* Dataset entries
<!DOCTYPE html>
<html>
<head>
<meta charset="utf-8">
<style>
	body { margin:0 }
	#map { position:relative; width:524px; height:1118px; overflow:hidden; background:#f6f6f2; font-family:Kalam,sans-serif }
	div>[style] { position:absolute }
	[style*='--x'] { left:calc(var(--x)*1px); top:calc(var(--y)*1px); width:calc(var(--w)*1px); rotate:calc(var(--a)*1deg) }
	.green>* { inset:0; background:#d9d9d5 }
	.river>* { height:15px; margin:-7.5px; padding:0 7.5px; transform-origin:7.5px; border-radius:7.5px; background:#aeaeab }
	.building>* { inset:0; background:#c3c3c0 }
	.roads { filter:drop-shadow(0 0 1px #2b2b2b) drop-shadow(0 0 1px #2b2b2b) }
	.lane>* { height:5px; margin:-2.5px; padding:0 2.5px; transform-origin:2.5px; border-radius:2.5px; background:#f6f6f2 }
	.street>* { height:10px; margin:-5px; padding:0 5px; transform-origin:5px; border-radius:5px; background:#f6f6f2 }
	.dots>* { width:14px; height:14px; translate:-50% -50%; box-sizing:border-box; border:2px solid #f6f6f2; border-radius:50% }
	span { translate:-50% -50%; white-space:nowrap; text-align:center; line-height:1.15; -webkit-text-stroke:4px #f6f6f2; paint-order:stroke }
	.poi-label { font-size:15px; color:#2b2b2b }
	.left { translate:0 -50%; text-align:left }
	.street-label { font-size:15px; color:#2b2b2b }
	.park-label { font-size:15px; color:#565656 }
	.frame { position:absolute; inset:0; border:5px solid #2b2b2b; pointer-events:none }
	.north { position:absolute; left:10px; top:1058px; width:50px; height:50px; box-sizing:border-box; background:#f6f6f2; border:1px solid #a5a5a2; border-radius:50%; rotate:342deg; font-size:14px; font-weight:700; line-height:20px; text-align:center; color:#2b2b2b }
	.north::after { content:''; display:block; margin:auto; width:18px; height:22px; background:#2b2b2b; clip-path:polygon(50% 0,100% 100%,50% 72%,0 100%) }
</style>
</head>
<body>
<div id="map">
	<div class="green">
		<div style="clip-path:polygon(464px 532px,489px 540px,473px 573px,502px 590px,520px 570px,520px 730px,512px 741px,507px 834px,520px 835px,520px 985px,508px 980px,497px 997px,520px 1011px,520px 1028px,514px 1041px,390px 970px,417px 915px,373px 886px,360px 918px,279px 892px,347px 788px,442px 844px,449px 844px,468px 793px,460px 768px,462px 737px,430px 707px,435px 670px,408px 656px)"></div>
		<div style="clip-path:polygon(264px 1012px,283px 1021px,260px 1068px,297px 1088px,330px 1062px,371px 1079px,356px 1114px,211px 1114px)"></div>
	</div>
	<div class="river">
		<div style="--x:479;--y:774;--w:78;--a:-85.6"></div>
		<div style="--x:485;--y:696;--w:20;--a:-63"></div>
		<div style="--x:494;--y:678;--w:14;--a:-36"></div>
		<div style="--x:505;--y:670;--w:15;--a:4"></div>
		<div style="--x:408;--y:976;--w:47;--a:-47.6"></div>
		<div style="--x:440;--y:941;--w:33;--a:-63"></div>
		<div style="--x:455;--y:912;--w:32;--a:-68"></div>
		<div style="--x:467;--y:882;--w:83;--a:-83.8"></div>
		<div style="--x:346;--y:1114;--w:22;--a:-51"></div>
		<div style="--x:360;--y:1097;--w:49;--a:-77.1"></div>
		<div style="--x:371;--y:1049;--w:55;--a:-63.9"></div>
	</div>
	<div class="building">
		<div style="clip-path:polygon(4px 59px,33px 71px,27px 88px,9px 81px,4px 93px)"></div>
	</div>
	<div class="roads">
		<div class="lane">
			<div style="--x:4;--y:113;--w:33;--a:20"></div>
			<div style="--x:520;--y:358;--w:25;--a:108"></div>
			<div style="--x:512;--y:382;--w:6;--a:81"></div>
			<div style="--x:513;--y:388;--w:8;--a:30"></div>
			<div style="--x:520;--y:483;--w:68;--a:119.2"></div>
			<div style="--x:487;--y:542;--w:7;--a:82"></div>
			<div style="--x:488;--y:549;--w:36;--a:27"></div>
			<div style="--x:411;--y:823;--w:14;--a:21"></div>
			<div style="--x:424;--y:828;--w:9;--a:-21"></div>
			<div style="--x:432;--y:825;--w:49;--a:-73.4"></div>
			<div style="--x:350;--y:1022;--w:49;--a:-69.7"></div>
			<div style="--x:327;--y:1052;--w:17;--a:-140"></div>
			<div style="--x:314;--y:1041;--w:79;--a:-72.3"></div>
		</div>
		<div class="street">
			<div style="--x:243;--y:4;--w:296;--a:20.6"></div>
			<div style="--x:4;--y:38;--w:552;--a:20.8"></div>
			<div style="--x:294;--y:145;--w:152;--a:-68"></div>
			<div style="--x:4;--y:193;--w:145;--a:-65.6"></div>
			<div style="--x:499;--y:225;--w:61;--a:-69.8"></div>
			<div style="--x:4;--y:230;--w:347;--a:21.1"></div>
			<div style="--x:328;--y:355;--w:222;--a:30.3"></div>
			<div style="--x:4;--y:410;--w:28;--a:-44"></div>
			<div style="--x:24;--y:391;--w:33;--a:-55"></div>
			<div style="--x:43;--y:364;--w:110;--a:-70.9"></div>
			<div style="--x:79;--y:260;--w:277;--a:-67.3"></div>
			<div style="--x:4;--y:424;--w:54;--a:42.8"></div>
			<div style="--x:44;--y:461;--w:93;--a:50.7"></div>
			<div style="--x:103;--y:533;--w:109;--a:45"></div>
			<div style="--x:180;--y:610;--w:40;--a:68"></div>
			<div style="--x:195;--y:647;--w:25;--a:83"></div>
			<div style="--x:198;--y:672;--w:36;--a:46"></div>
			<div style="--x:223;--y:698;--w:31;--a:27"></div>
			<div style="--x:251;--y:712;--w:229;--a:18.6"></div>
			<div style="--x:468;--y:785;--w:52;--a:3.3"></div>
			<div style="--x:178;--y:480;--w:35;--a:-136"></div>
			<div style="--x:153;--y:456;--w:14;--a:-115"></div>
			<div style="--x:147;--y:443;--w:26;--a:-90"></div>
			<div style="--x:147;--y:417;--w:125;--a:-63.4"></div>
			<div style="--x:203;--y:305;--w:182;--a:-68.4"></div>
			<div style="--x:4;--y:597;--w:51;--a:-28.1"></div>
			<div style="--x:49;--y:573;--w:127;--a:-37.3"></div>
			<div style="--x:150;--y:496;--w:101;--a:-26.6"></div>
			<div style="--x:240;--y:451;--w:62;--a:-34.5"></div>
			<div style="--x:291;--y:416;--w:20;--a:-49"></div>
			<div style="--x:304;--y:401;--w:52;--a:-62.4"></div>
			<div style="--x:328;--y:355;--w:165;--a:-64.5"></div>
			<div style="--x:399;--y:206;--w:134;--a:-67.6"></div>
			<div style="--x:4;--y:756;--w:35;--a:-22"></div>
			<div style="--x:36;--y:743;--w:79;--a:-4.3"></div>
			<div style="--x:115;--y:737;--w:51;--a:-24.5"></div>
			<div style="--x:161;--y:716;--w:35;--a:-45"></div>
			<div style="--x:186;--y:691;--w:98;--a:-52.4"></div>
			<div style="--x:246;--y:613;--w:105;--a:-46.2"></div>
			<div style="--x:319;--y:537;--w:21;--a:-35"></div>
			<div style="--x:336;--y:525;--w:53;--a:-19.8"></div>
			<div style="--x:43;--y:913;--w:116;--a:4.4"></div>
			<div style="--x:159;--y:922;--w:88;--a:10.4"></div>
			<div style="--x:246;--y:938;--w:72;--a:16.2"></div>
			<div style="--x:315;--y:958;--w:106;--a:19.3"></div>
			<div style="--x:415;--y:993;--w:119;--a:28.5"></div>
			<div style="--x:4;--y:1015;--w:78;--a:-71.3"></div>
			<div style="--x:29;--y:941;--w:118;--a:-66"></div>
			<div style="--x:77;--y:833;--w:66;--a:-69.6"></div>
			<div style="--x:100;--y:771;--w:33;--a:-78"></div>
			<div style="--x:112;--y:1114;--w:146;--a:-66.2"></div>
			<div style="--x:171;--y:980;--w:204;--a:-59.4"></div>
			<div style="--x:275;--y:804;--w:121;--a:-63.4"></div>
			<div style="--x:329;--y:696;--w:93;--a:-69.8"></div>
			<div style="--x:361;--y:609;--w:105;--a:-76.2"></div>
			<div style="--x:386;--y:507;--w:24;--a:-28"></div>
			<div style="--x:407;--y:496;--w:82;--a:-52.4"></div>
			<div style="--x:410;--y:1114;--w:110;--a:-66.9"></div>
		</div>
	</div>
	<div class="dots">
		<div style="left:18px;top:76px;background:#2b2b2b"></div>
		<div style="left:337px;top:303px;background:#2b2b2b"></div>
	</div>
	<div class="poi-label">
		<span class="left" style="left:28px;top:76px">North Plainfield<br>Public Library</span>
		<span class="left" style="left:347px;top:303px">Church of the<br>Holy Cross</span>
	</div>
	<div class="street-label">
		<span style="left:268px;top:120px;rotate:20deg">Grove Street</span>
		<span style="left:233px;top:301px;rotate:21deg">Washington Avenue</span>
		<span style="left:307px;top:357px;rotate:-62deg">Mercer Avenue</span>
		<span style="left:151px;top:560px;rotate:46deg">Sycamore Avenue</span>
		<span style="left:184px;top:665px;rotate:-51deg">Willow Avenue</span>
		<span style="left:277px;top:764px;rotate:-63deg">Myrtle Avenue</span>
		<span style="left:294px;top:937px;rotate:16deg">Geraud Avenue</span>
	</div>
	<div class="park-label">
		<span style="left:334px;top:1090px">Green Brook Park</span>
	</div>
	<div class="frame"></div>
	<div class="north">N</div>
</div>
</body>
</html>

* TASK STATEMENT
Within the entries, how many lines contain the word "lane"? Answer with a number alone.

* REPLY
2